Stored data
※ ※ ※

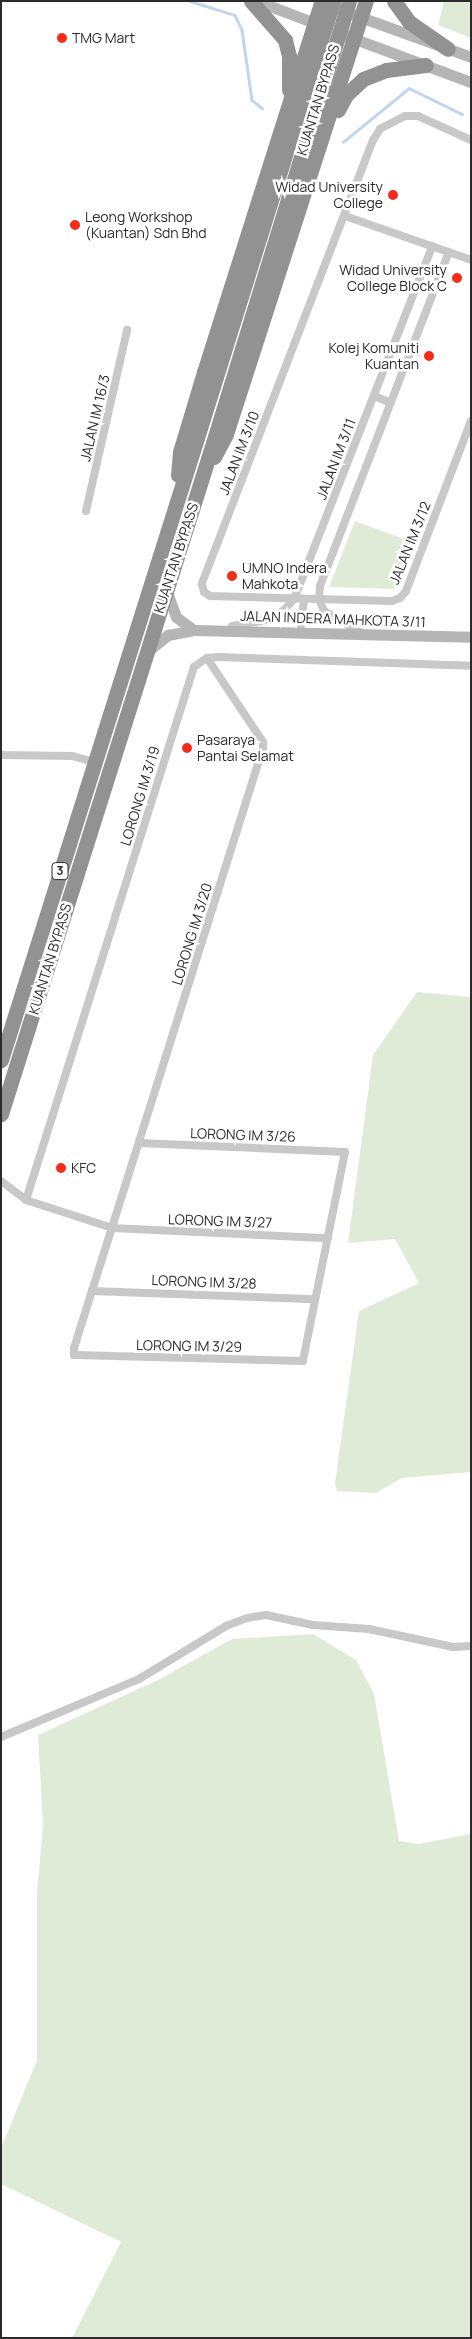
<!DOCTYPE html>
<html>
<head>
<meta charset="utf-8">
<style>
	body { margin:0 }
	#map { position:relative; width:472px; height:2339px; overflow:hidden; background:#fff; font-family:Manrope,sans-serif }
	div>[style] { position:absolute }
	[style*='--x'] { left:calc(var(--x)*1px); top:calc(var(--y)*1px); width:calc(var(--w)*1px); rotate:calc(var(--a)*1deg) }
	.green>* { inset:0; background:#dfebd7 }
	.stream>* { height:2.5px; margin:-1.25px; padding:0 1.25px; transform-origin:1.25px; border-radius:1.25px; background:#c0d5ee }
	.street>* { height:8px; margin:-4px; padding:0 4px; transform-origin:4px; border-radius:4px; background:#c8c8c8 }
	.secondary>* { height:11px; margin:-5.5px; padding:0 5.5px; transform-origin:5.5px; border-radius:5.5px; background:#b5b5b5 }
	.highway>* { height:15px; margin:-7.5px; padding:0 7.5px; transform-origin:7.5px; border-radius:7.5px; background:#929292 }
	.highway-bridge>* { height:15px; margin:-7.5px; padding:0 7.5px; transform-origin:7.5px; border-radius:7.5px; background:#929292 }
	.dots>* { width:14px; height:14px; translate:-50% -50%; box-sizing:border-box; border:2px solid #fff; border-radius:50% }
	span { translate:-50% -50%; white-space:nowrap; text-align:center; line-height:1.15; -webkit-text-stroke:5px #fff; paint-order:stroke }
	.shield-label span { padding:1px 4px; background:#fff; border:1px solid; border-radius:4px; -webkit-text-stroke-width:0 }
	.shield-label { font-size:12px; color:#2b2b2b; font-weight:700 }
	.poi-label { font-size:14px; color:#2b2b2b }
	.left { translate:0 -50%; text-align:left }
	.right { translate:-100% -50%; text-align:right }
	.street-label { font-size:14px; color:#2b2b2b }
	.frame { position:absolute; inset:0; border:2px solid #2b2b2b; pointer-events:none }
</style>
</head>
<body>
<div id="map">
	<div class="green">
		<div style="clip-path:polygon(444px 1px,471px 1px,471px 38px,438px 25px)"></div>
		<div style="clip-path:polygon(355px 521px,412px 542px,394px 589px,329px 587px)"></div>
		<div style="clip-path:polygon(417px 992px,471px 997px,471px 1472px,402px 1478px,376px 1493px,337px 1491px,335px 1483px,359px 1311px,419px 1283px,395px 1239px,348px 1243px,373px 1055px)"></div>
		<div style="clip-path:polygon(313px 1634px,356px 1660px,374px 1694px,399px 1841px,418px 1844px,471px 1834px,471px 2338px,72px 2338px,121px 2242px,1px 2184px,1px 2148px,37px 2060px,37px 1893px,43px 1825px,38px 1735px,158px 1680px,232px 1639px)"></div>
	</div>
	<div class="stream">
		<div style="--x:190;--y:1;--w:47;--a:17.3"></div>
		<div style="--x:235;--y:15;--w:17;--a:65"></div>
		<div style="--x:242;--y:30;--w:71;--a:81.9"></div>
		<div style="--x:252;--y:100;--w:13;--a:39"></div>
		<div style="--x:343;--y:142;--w:85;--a:-39.3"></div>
		<div style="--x:409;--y:88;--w:59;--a:26.1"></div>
	</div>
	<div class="street">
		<div style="--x:471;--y:140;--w:58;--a:-155.6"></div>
		<div style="--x:418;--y:116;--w:13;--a:180"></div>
		<div style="--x:405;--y:116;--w:28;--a:153"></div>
		<div style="--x:380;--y:129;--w:13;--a:122"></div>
		<div style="--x:373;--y:140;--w:476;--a:111.1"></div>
		<div style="--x:202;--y:584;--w:8;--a:76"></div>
		<div style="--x:204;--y:592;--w:7;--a:34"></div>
		<div style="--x:210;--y:596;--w:182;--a:1.6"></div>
		<div style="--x:392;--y:601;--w:9;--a:-21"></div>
		<div style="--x:400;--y:598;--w:9;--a:-49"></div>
		<div style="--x:406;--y:591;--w:182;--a:-69.1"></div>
		<div style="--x:345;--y:216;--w:133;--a:19.2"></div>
		<div style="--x:374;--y:396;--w:18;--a:22"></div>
		<div style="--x:86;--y:511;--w:186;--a:-77.2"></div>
		<div style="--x:232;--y:626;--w:39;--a:-10"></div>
		<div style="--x:270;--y:619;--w:15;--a:-32"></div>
		<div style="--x:283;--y:611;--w:16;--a:-47"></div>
		<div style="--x:294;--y:599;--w:379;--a:-68.6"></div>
		<div style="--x:360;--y:632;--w:42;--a:-149.7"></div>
		<div style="--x:324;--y:611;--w:13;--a:-113"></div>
		<div style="--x:319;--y:599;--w:13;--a:-86"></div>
		<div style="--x:320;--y:586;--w:358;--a:-68.9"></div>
		<div style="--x:300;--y:633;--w:34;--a:-83"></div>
		<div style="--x:1;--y:755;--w:71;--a:0.8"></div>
		<div style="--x:72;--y:756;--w:23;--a:15"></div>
		<div style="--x:139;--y:1143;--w:206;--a:2.5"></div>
		<div style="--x:345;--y:1152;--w:213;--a:101.4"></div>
		<div style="--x:303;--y:1361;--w:229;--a:-178.5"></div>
		<div style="--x:74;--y:1355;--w:7;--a:-90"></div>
		<div style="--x:74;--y:1348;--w:629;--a:-72.52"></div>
		<div style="--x:263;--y:748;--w:6;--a:-90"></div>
		<div style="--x:263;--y:742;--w:101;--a:-123.7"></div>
		<div style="--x:1;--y:1181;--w:31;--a:37"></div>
		<div style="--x:26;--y:1200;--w:90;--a:18"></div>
		<div style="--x:112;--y:1228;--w:216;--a:2.7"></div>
		<div style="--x:26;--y:1200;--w:559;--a:-72.51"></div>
		<div style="--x:194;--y:667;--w:16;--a:-35"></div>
		<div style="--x:207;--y:658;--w:11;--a:-5"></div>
		<div style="--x:218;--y:657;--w:253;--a:2"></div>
		<div style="--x:92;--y:1291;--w:223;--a:2.1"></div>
		<div style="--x:1;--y:1737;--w:150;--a:-22.8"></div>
		<div style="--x:139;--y:1679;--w:102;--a:-31.3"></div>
		<div style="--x:226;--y:1626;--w:22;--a:-21"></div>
		<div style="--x:247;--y:1618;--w:19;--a:-9"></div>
		<div style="--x:266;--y:1615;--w:48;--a:12"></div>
		<div style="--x:313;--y:1625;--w:56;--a:4.1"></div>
		<div style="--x:369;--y:1629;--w:86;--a:12.1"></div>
		<div style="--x:453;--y:1647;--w:18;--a:-3"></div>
	</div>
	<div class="secondary">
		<div style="--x:257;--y:1;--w:67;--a:20.9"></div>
		<div style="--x:338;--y:9;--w:141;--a:19.8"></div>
		<div style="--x:347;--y:36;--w:132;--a:20.4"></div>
		<div style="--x:167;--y:592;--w:27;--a:70"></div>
		<div style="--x:176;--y:617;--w:22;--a:36"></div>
		<div style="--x:148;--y:651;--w:26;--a:-39"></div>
		<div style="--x:168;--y:635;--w:26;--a:-11"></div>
		<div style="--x:194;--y:630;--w:277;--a:1.4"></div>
	</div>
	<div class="highway">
		<div style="--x:251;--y:1;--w:52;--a:48.9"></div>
		<div style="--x:285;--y:40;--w:16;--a:76"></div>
		<div style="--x:289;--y:56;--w:34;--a:90"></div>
		<div style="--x:394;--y:1;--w:26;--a:54"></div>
		<div style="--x:409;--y:22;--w:47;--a:34.7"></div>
		<div style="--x:338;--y:110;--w:17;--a:-62"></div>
		<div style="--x:346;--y:95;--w:23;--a:-43"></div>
		<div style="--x:363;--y:79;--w:25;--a:-21"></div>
		<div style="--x:386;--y:70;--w:40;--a:-7.1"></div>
		<div style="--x:214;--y:457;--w:26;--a:-62"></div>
		<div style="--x:226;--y:434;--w:455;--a:-72.1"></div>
		<div style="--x:178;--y:475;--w:23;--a:-85"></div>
		<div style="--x:180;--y:452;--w:84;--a:-73.3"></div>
		<div style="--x:204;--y:372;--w:389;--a:-72.4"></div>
		<div style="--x:1;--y:1060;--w:652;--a:-72.51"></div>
		<div style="--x:1;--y:1114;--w:704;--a:-72.47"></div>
	</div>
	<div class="highway-bridge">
		<div style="--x:197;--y:438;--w:458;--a:-72.7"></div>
		<div style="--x:213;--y:443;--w:462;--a:-72.9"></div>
	</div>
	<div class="dots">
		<div style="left:62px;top:38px;background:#f62c1a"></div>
		<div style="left:393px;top:195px;background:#f62c1a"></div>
		<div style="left:75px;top:225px;background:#f62c1a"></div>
		<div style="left:457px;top:278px;background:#f62c1a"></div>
		<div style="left:429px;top:356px;background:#f62c1a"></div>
		<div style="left:232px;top:576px;background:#f62c1a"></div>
		<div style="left:187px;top:748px;background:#f62c1a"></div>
		<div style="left:61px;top:1168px;background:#f62c1a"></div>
	</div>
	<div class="shield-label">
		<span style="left:60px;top:871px">3</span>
	</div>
	<div class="poi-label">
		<span class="left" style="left:72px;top:38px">TMG Mart</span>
		<span class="right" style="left:383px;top:195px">Widad University<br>College</span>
		<span class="left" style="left:85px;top:225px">Leong Workshop<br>(Kuantan) Sdn Bhd</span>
		<span class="right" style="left:447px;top:278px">Widad University<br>College Block C</span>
		<span class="right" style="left:419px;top:356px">Kolej Komuniti<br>Kuantan</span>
		<span class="left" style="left:242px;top:576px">UMNO Indera<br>Mahkota</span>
		<span class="left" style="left:197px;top:748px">Pasaraya<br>Pantai Selamat</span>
		<span class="left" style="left:71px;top:1168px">KFC</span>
	</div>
	<div class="street-label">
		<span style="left:318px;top:100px;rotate:-73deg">KUANTAN BYPASS</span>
		<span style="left:95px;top:418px;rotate:-77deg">JALAN IM 16/3</span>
		<span style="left:239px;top:453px;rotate:-69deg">JALAN IM 3/10</span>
		<span style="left:336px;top:459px;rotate:-69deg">JALAN IM 3/11</span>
		<span style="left:410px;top:543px;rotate:-68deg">JALAN IM 3/12</span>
		<span style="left:176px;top:558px;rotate:-72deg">KUANTAN BYPASS</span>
		<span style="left:333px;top:619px;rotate:2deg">JALAN INDERA MAHKOTA 3/11</span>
		<span style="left:140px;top:796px;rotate:-73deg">LORONG IM 3/19</span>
		<span style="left:192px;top:934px;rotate:-73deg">LORONG IM 3/20</span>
		<span style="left:50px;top:959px;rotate:-73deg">KUANTAN BYPASS</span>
		<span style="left:243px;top:1135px;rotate:2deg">LORONG IM 3/26</span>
		<span style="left:220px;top:1221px;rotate:2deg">LORONG IM 3/27</span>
		<span style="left:204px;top:1282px;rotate:2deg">LORONG IM 3/28</span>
		<span style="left:189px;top:1346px;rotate:1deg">LORONG IM 3/29</span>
	</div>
	<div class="frame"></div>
</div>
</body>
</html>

※ ※ ※

**What needs to be done**
What lines in the records contain the word "stream"? Return each one.

**Exercise result**
	.stream>* { height:2.5px; margin:-1.25px; padding:0 1.25px; transform-origin:1.25px; border-radius:1.25px; background:#c0d5ee }
	<div class="stream">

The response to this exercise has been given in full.